The apparatus was cleaned and sanitized before and after each treatment as follows: water rinse, Conquest sodium hydroxide (Ecolab Inc., St. Paul MN) soak (20 min, 23°C), warm tap water rinse (50°C), Monarch CIP phosphoric acid bath immersion (Ecolab) (20 min, 23°C), warm tap water rinse (50°C), Trichloro-o-cide XP (Ecolab) soak (30 min, 23°C), and sterile water (50°C) rinse (3x). This protocol was validated by testing swab samples of critical control points in the dismantled apparatus for microbial load, and by testing equipment rinse water pH and residual chlorine content (Hach Company, Loveland, CO). All pH measurement was performed using an Accumet model 925 pH meter and Accumet polymer body combination electrode with silver/silver chloride reference (Fisher Scientific, Pittsburgh, PA). Temperature was controlled by a circulating water bath (Figure 1JGo) (VWR 1145 Refrigerated Temperature Constant Circulator, Westchester, PA), which circulated hot/cold water through copper coils (Figure 1KGo) immersed into water in a vacuum Dewar flask that held the treatment and control vessels. Copper-constantan thermocouples (Figure 1LGo) measured the temperature of the treatment and control vessels, and were continuously logged onto a temperature recorder (Figure 1MGo) (Omega Engineering Inc., Stamford, CT).

Milk Sampling, Treatment, and Analysis
Whole, unhomogenized, raw milk was obtained from 2 sources. Commingled milk samples were obtained from the Northeast DHIA (Ithaca, NY), a dairy analytical consulting laboratory. These samples were commingled bulk milks from 236 farms from New York, Pennsylvania, and New Jersey; and thus, could be considered representative of a wide range of milk flora. Milk was also obtained from the Cornell University Teaching and Research Center bovine herd (T&R Center; Dryden, NY). All milk was stored at 6°C until use. Raw milk from the T&R Center was received less than 12 h after milking in sterile bottles and held on ice until it could be moved to a 6°C cooler.

Milk samples were mixed and 5 mL added into the treatment and control vessels. The treatment vessel was connected to the apparatus and the control vessel closed off. Both vessels were placed in the waterbath. When the desired temperatures were attained in both treatment and control vessels, CO2 was introduced through the bottom of the treatment vessel until the set pressure was reached.

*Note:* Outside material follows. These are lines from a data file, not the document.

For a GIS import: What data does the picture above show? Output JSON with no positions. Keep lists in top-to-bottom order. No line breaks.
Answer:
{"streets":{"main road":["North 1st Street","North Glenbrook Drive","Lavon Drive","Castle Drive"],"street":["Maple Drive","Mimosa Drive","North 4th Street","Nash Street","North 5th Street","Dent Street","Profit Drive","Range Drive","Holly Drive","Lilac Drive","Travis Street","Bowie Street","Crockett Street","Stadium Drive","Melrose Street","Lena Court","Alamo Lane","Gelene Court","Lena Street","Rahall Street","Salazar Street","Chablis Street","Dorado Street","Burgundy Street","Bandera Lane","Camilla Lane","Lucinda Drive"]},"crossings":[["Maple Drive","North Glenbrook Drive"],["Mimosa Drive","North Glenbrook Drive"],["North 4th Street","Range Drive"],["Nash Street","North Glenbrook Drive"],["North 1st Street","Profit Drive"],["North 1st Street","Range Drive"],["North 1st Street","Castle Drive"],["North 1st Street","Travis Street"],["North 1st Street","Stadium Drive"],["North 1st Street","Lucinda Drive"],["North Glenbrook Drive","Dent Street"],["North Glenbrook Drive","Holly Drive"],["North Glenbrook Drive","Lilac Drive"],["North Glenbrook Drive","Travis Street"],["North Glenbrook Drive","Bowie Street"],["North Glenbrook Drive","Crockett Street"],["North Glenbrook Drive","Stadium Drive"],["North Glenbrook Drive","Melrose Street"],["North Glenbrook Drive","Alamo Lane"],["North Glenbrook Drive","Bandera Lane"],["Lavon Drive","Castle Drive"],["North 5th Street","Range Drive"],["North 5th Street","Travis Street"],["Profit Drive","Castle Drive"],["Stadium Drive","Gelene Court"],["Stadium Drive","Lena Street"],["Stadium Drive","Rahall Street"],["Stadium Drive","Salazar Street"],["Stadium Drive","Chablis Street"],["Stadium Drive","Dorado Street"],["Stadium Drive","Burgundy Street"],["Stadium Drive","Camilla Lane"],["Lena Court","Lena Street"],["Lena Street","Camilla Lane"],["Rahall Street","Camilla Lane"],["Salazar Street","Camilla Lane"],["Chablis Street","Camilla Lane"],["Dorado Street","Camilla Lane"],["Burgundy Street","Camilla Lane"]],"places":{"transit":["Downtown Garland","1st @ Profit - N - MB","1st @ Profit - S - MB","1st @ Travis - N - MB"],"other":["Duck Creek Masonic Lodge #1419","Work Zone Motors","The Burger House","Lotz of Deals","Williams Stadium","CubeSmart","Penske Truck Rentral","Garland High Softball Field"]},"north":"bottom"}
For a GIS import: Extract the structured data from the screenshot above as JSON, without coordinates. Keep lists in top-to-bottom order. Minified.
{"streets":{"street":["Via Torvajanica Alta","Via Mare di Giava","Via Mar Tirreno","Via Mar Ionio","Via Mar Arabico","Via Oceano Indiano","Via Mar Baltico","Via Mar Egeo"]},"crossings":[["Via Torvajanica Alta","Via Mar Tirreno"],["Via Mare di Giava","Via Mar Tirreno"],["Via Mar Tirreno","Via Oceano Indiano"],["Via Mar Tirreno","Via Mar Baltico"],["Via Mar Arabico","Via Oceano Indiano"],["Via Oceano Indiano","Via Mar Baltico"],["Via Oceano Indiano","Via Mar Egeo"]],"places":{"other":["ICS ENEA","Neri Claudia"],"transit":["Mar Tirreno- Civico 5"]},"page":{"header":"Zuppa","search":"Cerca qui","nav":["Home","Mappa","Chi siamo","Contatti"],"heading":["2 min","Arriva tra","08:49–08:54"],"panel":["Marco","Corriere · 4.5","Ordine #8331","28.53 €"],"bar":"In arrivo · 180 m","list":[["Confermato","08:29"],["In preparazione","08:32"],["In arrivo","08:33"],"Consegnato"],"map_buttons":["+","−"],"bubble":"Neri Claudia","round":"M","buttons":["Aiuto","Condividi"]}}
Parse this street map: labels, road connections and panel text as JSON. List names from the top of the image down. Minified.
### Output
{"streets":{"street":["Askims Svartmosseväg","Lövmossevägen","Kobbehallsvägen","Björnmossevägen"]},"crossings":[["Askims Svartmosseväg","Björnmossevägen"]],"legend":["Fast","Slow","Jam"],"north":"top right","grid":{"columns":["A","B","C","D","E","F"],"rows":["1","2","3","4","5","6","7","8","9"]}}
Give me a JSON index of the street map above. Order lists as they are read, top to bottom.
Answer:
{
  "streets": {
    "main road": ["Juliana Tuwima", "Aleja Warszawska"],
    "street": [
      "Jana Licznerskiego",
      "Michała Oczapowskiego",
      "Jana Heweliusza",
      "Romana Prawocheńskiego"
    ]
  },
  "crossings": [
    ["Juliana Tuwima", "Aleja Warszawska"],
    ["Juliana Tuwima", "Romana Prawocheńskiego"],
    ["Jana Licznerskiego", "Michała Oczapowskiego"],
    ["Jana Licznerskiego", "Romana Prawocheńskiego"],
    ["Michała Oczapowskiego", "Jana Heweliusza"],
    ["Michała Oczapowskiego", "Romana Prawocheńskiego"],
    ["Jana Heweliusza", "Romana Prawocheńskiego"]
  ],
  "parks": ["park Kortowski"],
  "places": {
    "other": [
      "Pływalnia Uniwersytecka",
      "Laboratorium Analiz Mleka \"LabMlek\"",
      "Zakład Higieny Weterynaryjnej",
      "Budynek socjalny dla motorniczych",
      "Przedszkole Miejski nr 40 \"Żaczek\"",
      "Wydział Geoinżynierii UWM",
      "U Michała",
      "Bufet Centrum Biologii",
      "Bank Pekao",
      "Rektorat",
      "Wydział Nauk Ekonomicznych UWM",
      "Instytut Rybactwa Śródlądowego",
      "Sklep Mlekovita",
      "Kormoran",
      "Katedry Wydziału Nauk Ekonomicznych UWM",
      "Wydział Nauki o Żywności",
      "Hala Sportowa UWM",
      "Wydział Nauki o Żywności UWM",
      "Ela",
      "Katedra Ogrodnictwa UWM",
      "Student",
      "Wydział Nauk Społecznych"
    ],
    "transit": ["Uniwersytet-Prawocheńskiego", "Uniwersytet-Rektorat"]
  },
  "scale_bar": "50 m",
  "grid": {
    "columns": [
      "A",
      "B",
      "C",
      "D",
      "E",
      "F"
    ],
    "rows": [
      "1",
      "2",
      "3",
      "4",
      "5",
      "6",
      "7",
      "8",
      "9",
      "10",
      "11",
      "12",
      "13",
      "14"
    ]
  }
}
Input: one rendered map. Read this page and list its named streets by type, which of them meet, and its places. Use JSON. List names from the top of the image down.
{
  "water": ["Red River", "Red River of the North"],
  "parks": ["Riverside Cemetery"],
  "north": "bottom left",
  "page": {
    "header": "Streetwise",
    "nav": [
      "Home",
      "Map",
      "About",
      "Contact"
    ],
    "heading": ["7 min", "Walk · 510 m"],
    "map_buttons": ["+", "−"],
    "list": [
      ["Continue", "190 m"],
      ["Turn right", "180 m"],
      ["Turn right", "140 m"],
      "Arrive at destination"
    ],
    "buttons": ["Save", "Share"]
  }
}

The CO2 pressure was maintained throughout the test period. When the desired time was reached, the CO2 inlet was turned off, the pressure release valve on the outlet line opened, and the pressure released in <1 min. After depressurization, the treatment and control vessels were removed from the water bath and their external surfaces were wiped dry, sanitized with 95% (vol/vol) ethanol, detached from the apparatus, and the contents transferred into sterile containers for dilution and plating.

The effect of CO2 pressure/temperature combinations on protein precipitation was measured at CO2 pressures of 344, 689, 1378, 2067, 2757, and 3446 kPa at temperatures of 20, 10, and 5°C for 5, 15, 30, and 60 min. The amount of protein precipitation was quantified and expressed as percentage precipitated solids by the method of Tomasula (1995).

Short (<1 h) and long-term (1, 4, and 9 d) experiments were conducted. Raw milk (Northeast DHIA) in 5-mL aliquots was treated at each of the following combinations of CO2 pressure, temperature, and time (kPa/°C/min): 1378/5/15, 2757/5/5, 3446/5/5. In the long-term studies, raw milk from the T&R Center was first stored at 6°C/48 h so that the SPC were at detectable levels at treatment initiation. Five milliliters of milk was treated with CO2 pressures of 0 (control), 68, 172, 344, 516, and 689 kPa for 1 to 9 d at 4.1 to 10°C.

Raw milk from the T&R Center was monitored for changes in aerobic bacteria, gram-negative bacteria, and total Lactobacillus spp. as follows: CO2 pressures of 0 (control), 68, 172, 344, 516, and 689 kPa, at 6.1°C for 4 d. Standard plate count, gram-negative bacteria, and total Lactobacillus spp. were enumerated before (d 0) and after (d 4) treatment. The time to reach an SPC of 2 x 105 cfu/mL was determined using raw milk (T& R Center) without a 2-d storage time. Equal volumes were transferred into treatment and control vessels and held at 0 and 689 kPa CO2 and 4.1°C.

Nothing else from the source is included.